Lifehacker recently had an entry about how organization fosters creativity. A key quotation:

Organization is in part about being prepared for the moment when insight strikes. It’s about creating the conditions for creativity to flourish, so that when you enter into creation mode, your physical world is set up to support you. Being organized also creates the mental order that many people need to be able to put aside mundane things and enter a creative head-space.

This is so true. We so often think of creativity as being this serendipitous, spontaneous moment of inspiration. In truth, creativity is the byproduct of dedicated work. As Thomas Edison said, genius is 1% inspiration and 99% perspiration. I read some songwriting stuff a few years back and every successful songwriter echoed the same message: songwriting is a craft. It’s not something that just comes to you. You need to work at it so that you’re prepared for inspiration. That’s true whether you’re a Christian songwriter or not.

Personally, I think the same is true for the Holy Spirit. I sometimes hear people say that they’ll “just let the Spirit move” as a synonym for not planning or organizing. I don’t think that’s how the Spirit works, as described in Scripture and in real life.

I can think of only one passage where Scripture says to intentionally not plan in order to let the Spirit work, in Mark 13:11 – “Whenever you are arrested and brought to trial, do not worry beforehand about what to say. Just say whatever is given you at the time, for it is not you speaking, but the Holy Spirit.”

Balanced against that are, I think, many verses that say that there must be planning, foresight, and organization. I think 1 Corinthians 14 sums it up best. It describes how certain spiritual gifts (e.g. speaking in tongues and prophecy) should be practiced in the church, and Paul proscribes order: “everything should be done in a fitting and orderly way.” (1 Cor. 14:39). Organization.

I found this random video from WorshipGod 2009 on Youtube and the speakers make the same point, more bluntly: “If your understanding of the personal work of the Holy Spirit doesn’t involve or include planning, then you’re… dumb.”

And from what I’ve seen, people and organizations most in tune with the Holy Spirit spend a lot of time planning. My dad, when he prays for someone’s healing, spends a bunch of time in preparation before he even starts to pray. Jieun’s mom seems to prepare a lot for her prayer sessions as well.

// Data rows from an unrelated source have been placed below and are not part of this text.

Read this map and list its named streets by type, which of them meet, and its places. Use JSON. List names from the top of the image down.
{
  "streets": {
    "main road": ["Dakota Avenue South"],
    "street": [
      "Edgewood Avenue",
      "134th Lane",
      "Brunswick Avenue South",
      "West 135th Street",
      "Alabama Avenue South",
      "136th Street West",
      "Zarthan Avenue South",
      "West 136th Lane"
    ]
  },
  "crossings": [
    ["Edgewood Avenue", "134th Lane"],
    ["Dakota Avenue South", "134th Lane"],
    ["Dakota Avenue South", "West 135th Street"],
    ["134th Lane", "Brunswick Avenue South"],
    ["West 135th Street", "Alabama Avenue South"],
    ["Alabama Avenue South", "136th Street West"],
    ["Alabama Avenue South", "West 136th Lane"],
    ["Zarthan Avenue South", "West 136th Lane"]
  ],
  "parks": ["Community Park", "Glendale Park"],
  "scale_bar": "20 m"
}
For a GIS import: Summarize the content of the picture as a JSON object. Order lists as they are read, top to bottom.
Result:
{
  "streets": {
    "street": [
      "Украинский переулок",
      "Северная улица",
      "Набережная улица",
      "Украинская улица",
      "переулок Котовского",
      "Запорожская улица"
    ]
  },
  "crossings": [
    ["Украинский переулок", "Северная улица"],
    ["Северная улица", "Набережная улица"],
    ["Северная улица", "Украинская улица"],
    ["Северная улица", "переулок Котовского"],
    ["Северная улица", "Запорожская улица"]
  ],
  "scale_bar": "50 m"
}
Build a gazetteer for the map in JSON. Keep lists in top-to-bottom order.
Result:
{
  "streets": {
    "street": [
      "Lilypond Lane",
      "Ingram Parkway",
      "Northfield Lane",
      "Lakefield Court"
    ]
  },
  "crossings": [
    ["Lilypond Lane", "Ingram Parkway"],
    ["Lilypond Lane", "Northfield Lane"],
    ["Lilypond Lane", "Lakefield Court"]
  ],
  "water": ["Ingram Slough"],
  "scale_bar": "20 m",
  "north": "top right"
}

To be sure, there is a type of planning that can interfere with the Holy Spirit, just like slavish devotion to a plan can stifle creativity. Planning doesn’t guarantee the Spirit, and inflexible planning can quench him. But even though that’s true, in my view, it’s a fallacy to therefore think that the Holy Spirit moves better when we don’t plan. As far as I’ve seen, the opposite is true. Good, proper planning helps make us ready for when the Spirit moves.